Sahne çalışmasını ise maç günlerine göre, o da haftada bir gün olarak programlandırmış.
Hepsi Siraç için…
Siraç kim mi?..
Tertemiz, bir melek…
Birazcık daha sabır istiyorum sizden, lütfen…
Çünkü ben size bu röportajı gerçekleştirmek için Zeytinburnu idman sahasını arıyorum.
Ciddi bir yağmur altındayım.
Taksinin beni yanlış yöne götürmesinin ardından, başlayan bayağı bir adres sormacanın ardından nihayet Çılgın Sedat ile karşı karşıyayız.
Ama bir sorun var ki, idman saati yaklaşıyor.
Üstelik de adres ararken, zamanımızın büyük bir kısmını kaybettik.
Hızlıca sorularıma başlıyorum.
Sıcacık çaylar da gelmiş, daha ne istenir ki?..

“7 ŞUBAT’TA K1’DE KİCKBOX İÇİN RİNGDEYİM”

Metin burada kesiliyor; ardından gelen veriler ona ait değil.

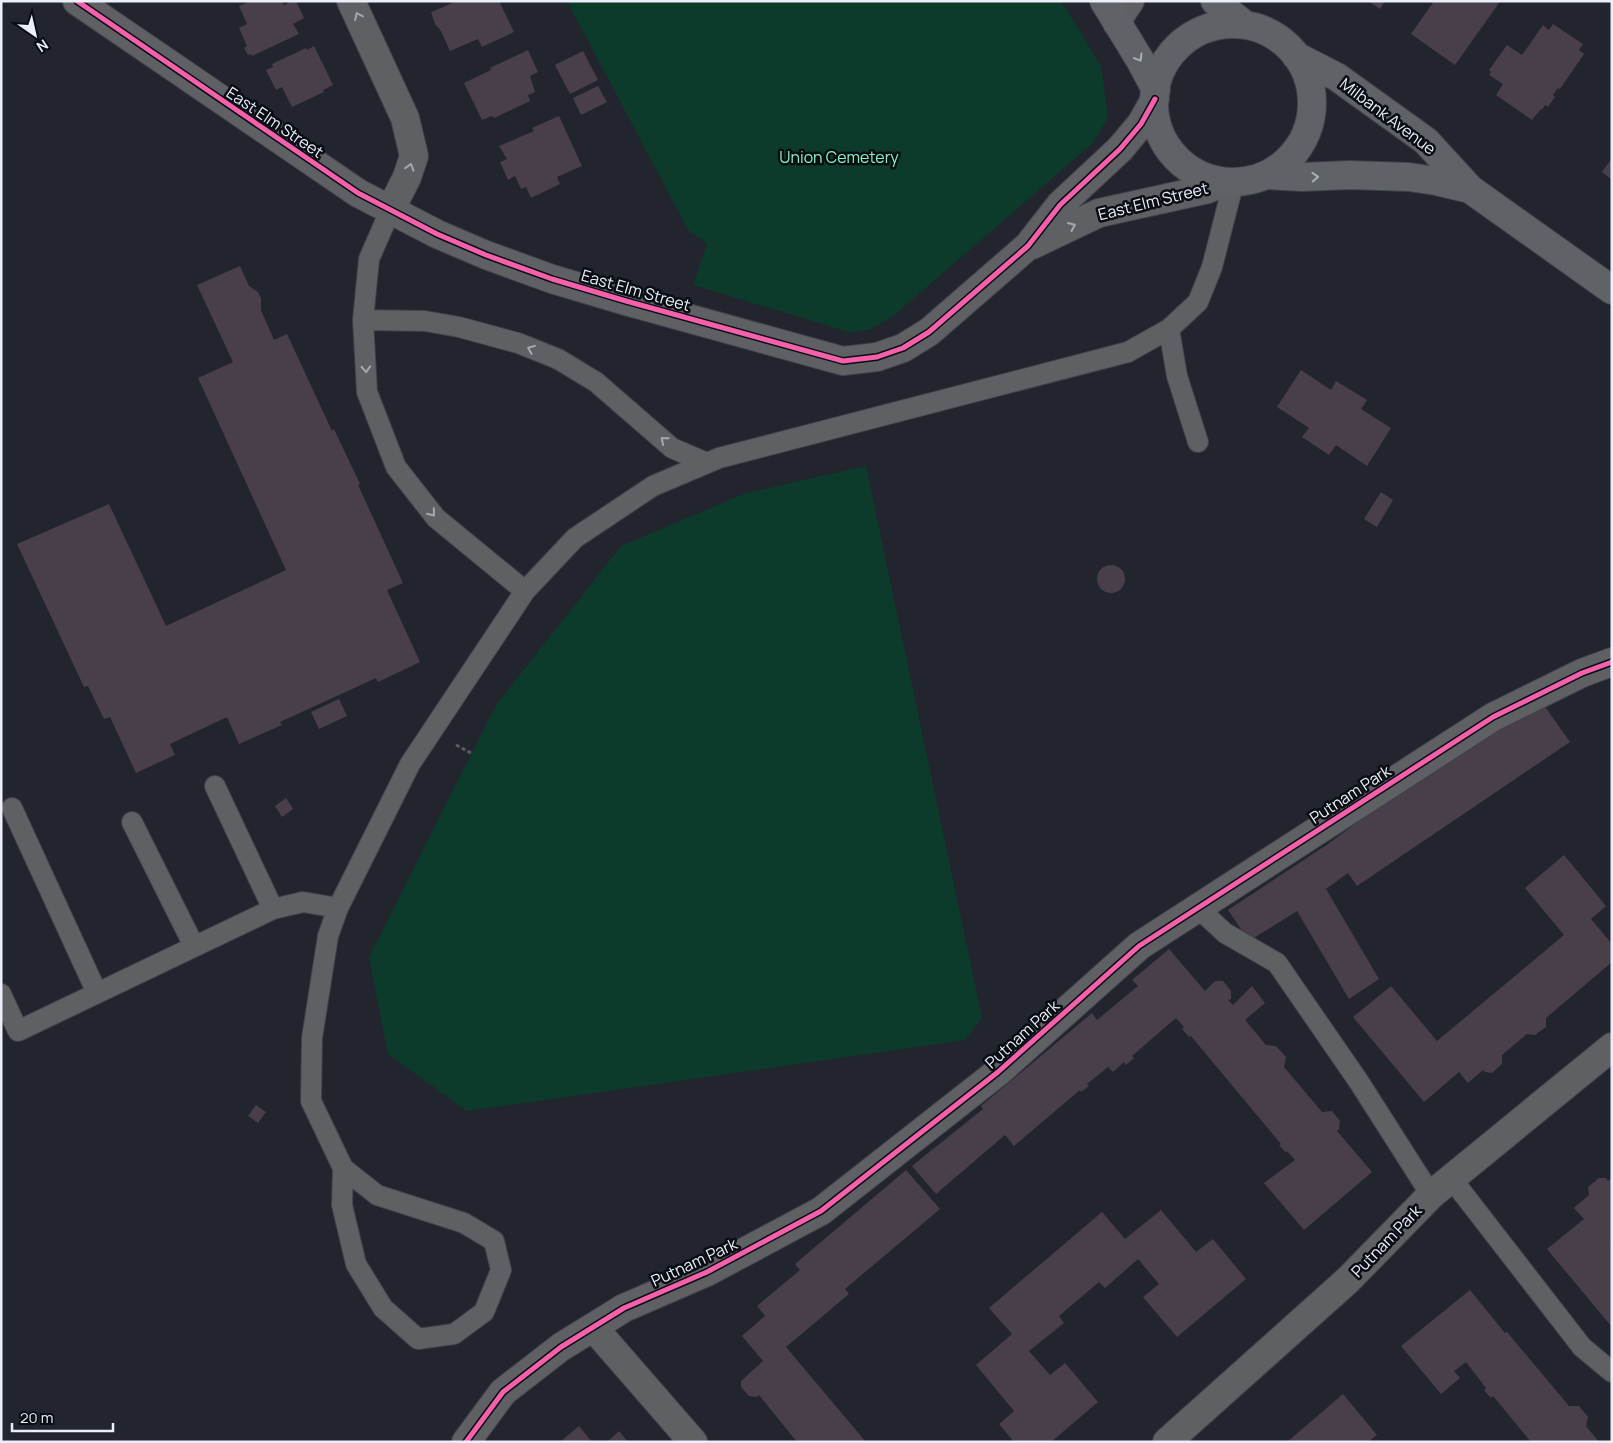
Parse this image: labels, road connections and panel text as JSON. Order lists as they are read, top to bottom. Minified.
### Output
{"streets":{"main road":["Milbank Avenue"],"street":["East Elm Street","Putnam Park"]},"crossings":[["Milbank Avenue","East Elm Street"]],"parks":["Union Cemetery"],"scale_bar":"20 m","north":"bottom right"}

– Sahnelerden tanıdığımız bir Çılgın Sedat vardı. Şimdi ise yeşil sahalarda bir Çılgın Sedat var. Yıllar sonra futbola dönüşün öyküsünü anlatır mısın?..
“Futbol hayata bakışım, aşkım, nefes alışım. Yıllar evvel bi tercih yapmam gerekti. Ben de futbolu seçtim. Kardeşim de profesyonel futbolcu, Ş.Urfaspor’da şu anki kalecisi Vedat Kapurtlu. En büyük amacım ona gol atmak. İnşallah karşılaşacağız.”

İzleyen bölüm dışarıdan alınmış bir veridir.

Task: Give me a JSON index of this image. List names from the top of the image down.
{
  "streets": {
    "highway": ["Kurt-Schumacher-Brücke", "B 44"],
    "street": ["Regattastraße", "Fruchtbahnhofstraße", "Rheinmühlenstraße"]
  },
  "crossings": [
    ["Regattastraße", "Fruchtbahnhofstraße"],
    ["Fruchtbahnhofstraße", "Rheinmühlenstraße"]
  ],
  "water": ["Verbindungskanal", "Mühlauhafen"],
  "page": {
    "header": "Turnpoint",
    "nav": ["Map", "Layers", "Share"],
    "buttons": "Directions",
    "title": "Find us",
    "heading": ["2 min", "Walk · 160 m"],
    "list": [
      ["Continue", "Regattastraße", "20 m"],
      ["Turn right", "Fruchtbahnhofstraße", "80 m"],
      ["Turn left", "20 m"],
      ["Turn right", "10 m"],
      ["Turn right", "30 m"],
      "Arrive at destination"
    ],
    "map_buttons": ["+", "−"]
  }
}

– Anneniz ve babanız için bu durum hayli keyif veriyor olmalı…
“Annem yıllardır çok heyecanlanıyor, kardeşimin maçlarında. Beni de aynı heyecanla izliyor. Zaten spor altyapım var. Yıllarca karate, kickbox, teakwando yaptım aynı zamanda da devam ediyorum. 7 Şubat’ta kickbox müsabakalarım var. K1 organizasyonu içersinde ben de yer alıyorum. 8 Türk, 8 yabancı mücadele edecek. Rakibim de belli oldu, Taylandlı. İnsanlar bu müsabakaları izlediğinde bir kez daha şok olacak. Kickbox yaptığım biliniyor ama bu derece profesyonel bir organizasyonda yer alacağımı, zirveye oynadığımı bir çok kişi tahmin etmiyor. Çok sıkı çalışıyorum. Ağırlık, çabukluk çalışıyorum. Saat 14:00?te futbol antremanım var, akşam 19. 30 kickbox antremanına cıkacağım. Hafta da 6 gün kickbox antrenmanım var, Cuma-Cumartesi ise sahnedeyim. Müziğe devam, albüm yaptım. Futbol maçlarımız da pazar günleri. Futbol bir aşk. Aslında 5 sene evvel başlayacaktım.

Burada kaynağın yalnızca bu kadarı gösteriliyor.